Au tout début de nos audiences, un des témoins nous a entraînés dans un débat au sujet des comités de vérification qui jouiraient de conseils indépendants. Cela a soulevé toutes sortes de préoccupations. Toutefois, j'aimerais faire une suggestion ou une proposition et connaître votre réaction. Le comité de vérification dispose de toutes sortes de conseils et de moyens de consultation du vérificateur de l'entreprise, tant en présence qu'en l'absence de la direction.

J'aimerais connaître votre réaction à l'idée d'un comité de vérification qui aurait à sa disposition un expert indépendant lors de la réunion trimestrielle pour faire des observations sur l'utilité de creuser telle ou telle question, selon l'ordre du jour. Récemment, un expert du domaine a laissé entendre qu'il existe des personnes aux nombreux talents qui prennent leur retraite à 55 ans ou à 60 ans. Il y aurait moyen pour ces gens de rendre de grands services dans le domaine de la régie d'entreprise.

Sans entrer dans le détail, comment réagiriez-vous à l'idée que le comité de vérification ait de pareils experts à sa disposition? De toute évidence, il y aurait un aspect financier; il faudrait que l'entreprise paie les services. Avez-vous des observations à faire quant à l'à-propos de faire profiter le comité de vérification de conseils indépendants venant de l'extérieur, non pas pour produire un autre rapport de vérification, mais pour l'aider dans son travail?

M. Crawford: La loi Sarbanes-Oxley comporte un élément plutôt unique. Elle dicte les responsabilités directes à l'égard du comité d'audit. Dans la structure habituelle, le conseil délègue au comité d'audit — j'ignore quelles sont les répercussions sur le plan de la responsabilité. Le vérificateur répond au comité d'audit, pour l'embauche et le licenciement et ainsi de suite.

Je ne cherche pas à esquiver votre question. Il est très important d'insister sur le fait que le président du comité d'audit devrait rencontrer régulièrement le membre de la firme de vérification responsable de l'entreprise et établir des rapports avec elle. Il faudrait constamment souligner que le président répond au comité d'audit, non pas à la direction, parce que si c'était le cas, alors en théorie, vous n'auriez pas besoin de conseils d'expert du comité d'audit. Ce n'est pas toujours le cas.

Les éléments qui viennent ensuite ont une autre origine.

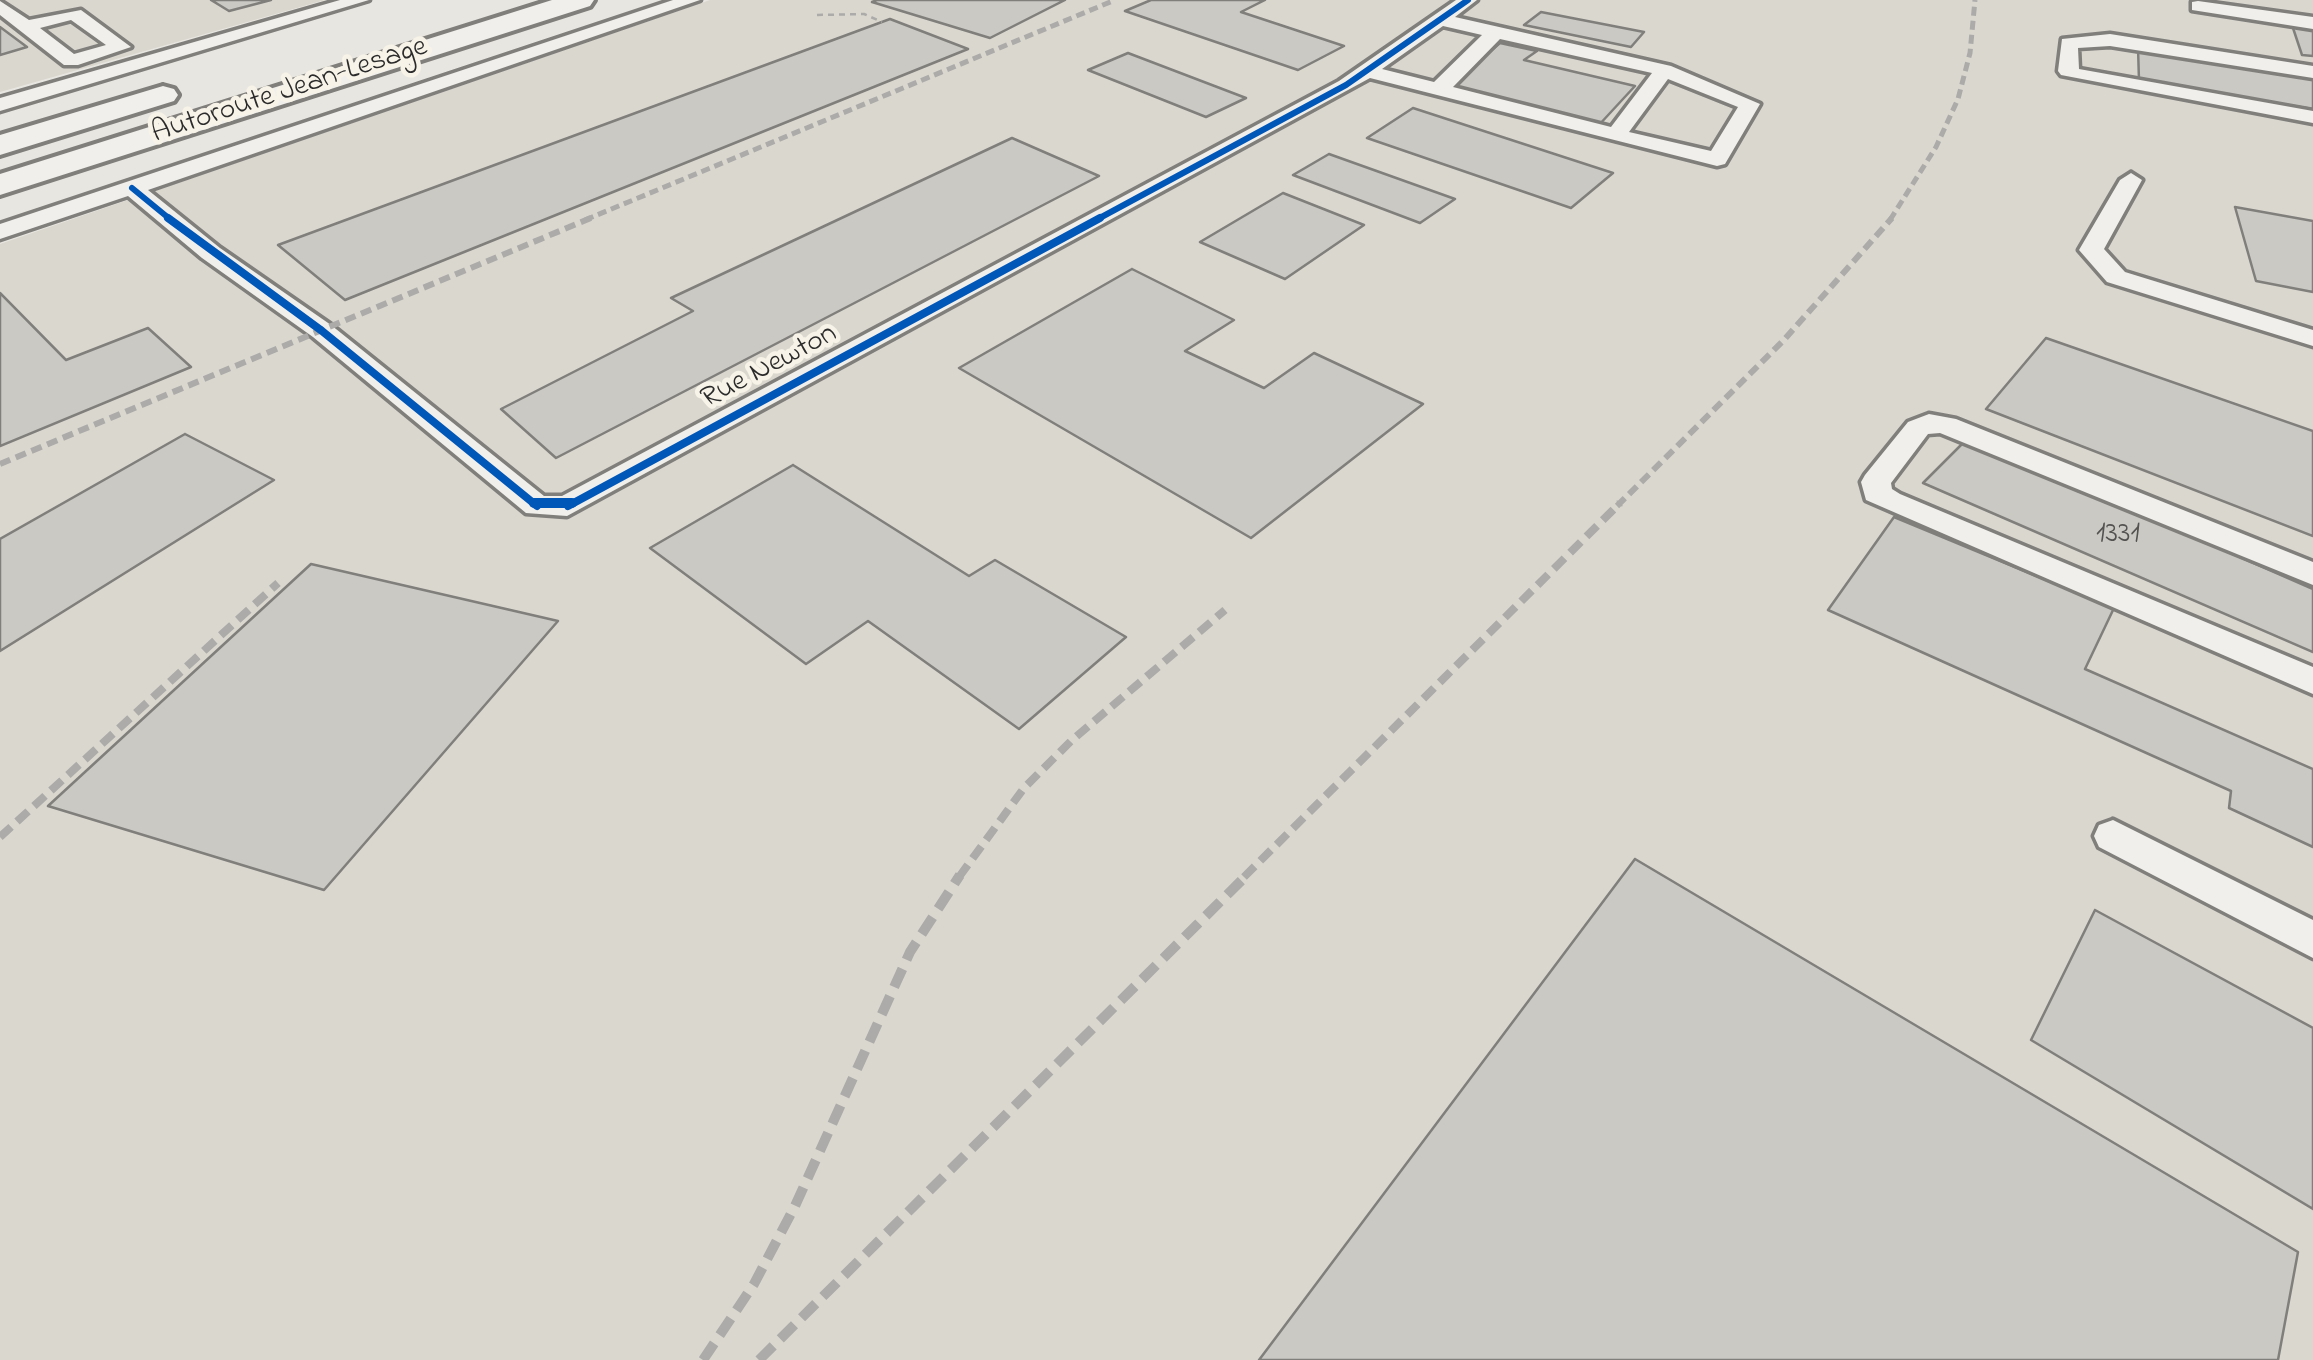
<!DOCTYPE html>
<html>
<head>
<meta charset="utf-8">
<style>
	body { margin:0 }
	canvas { display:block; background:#e8e6e0 }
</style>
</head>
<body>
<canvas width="2313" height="1360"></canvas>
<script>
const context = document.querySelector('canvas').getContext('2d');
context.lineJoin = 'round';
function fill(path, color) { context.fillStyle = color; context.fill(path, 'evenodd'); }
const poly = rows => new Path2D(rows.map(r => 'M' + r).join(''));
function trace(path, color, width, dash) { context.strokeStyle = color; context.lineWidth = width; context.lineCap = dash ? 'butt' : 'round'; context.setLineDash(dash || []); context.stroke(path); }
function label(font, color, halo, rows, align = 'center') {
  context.font = font + ' "Indie Flower",sans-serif'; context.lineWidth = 9; context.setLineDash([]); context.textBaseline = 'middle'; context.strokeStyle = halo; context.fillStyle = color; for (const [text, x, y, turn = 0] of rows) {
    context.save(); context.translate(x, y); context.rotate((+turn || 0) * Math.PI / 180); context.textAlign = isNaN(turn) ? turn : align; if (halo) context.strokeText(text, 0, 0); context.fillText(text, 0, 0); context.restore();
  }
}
fill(poly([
	[0,0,325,0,0,92],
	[710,0,2313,0,2313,1360,0,1360,0,244]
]), '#dad7cf');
const building = poly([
	[211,0,271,0,229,11,211,0],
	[877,0,1065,0,990,38,872,2,877,0],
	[1151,0,1265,0,1241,12,1344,46,1298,70,1125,11,1151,0],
	[1541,12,1644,32,1631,47,1524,25,1541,12],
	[890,19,968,49,345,300,278,245,890,19],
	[2292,25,2313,28,2313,56,2302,55,2292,25],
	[0,27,27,47,0,55,0,27],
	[1500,43,1537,51,1524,60,1635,86,1598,126,1446,89,1500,43],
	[2138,47,2313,75,2313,109,2139,81,2138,47],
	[1128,53,1246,98,1206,117,1088,70,1128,53],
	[1413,108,1613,173,1571,208,1367,138,1413,108],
	[1012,138,1099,176,556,458,501,409,693,311,671,298,1012,138],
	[1329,154,1455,199,1420,223,1293,175,1329,154],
	[1283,193,1364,225,1285,279,1200,242,1283,193],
	[2235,207,2313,221,2313,292,2256,281,2235,207],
	[1132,269,1234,320,1185,351,1264,388,1314,353,1423,404,1251,538,959,368,1132,269],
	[0,293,66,360,148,328,191,367,0,446,0,293],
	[2046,338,2313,431,2313,536,1986,409,2046,338],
	[185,434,274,480,0,651,0,539,185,434],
	[1968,438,2313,589,2313,652,1923,483,1968,438],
	[793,465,969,576,995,560,1126,637,1019,729,868,621,806,664,650,548,793,465],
	[1894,517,2114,608,2085,669,2313,769,2313,847,2229,808,2231,791,1828,610,1894,517],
	[311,564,558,621,324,890,48,806,311,564],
	[1635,859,2298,1252,2278,1360,1259,1360,1635,859],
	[2095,910,2313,1028,2313,1209,2031,1040,2095,910]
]);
fill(building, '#cac9c4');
trace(building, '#807f7c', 2.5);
const minor = poly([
	[340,0,369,0,0,111,0,98,340,0],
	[673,0,700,0,148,190,220,248,331,325,544,496,562,496,1339,81,1456,0,1477,0,1455,17,1671,66,1760,104,1725,164,1717,166,1370,78,567,516,526,513,313,337,202,258,128,196,0,239,0,224,673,0],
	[1443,26,1482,35,1434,82,1382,69,1443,26],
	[1500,39,1652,73,1611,127,1453,87,1500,39],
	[1668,79,1738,107,1711,151,1629,132,1668,79],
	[0,1,29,20,81,10,131,47,78,65,64,65,0,15,0,1],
	[71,20,106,45,74,54,40,28,71,20],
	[2198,1,2313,17,2313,29,2192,10,2192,2,2198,1],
	[2110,34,2313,66,2313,78,2110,46,2078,48,2079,69,2313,111,2313,123,2061,75,2058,71,2062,39,2110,34],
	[2131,173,2142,180,2104,249,2125,272,2313,330,2313,346,2107,282,2079,250,2120,180,2131,173],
	[1929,414,1956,419,2313,562,2313,585,1940,433,1928,434,1891,483,1892,489,1900,494,2313,667,2313,694,1866,500,1861,482,1865,475,1908,422,1929,414],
	[2113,820,2313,920,2313,958,2099,847,2094,836,2099,825,2113,820]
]);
const highway = poly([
	[552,0,594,0,590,6,0,195,0,174,552,0],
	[163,86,174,89,178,95,174,101,0,155,0,135,163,86]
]);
trace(minor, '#807f7c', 7);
trace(highway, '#807f7c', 8);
trace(poly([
	[817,15,864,14,882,22]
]), '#acaba9', 2.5, [6, 5]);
fill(minor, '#f0efeb');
fill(highway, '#f0efeb');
trace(poly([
	[585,220,1115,0],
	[1890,220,1936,147,1958,99,1970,53,1975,0]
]), '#acaba9', 5, [9, 5]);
trace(poly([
	[0,464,591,218],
	[1617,506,1783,341,1892,218]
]), '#acaba9', 6, [11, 6]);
trace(poly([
	[0,837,278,583],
	[959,877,1024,788,1071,741,1225,610],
	[1244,877,1620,503]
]), '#acaba9', 8, [15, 8]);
trace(poly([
	[703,1360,754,1284,795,1206,910,952,960,875],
	[759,1360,1247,875]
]), '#acaba9', 10, [20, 10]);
trace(poly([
	[132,188,171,220],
	[1096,220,1346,85,1468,0]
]), '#0057b8', 6);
trace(poly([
	[168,218,322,331,537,506],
	[568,506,1100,218]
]), '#0057b8', 8);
trace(poly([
	[534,503,572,503]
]), '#0057b8', 10);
label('30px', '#2b2b2b', '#f7f3e8', [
	["Autoroute Jean-Lesage",290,92,-18],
	["Rue Newton",770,368,-28]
]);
label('30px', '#535251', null, [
	["1331",2118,536]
]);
</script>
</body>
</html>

J'estimerais important pour le comité d'audit d'avoir à sa disposition des consultants qui peuvent le conseiller de temps à autre au sujet de questions comptables ou financières importantes. Toutefois, je suis moins sûr de l'utilité d'avoir en permanence une sorte de protecteur.

Je serais un très chaud partisan de la première voie. Les entreprises de vérification ont appris leur leçon. Elles seront plus indépendantes.

Le président: Monsieur Crawford, je vous remercie d'être venu témoigner. Votre intervention a été très utile et fort instructive.

Le comité poursuit ses délibérations à huis clos.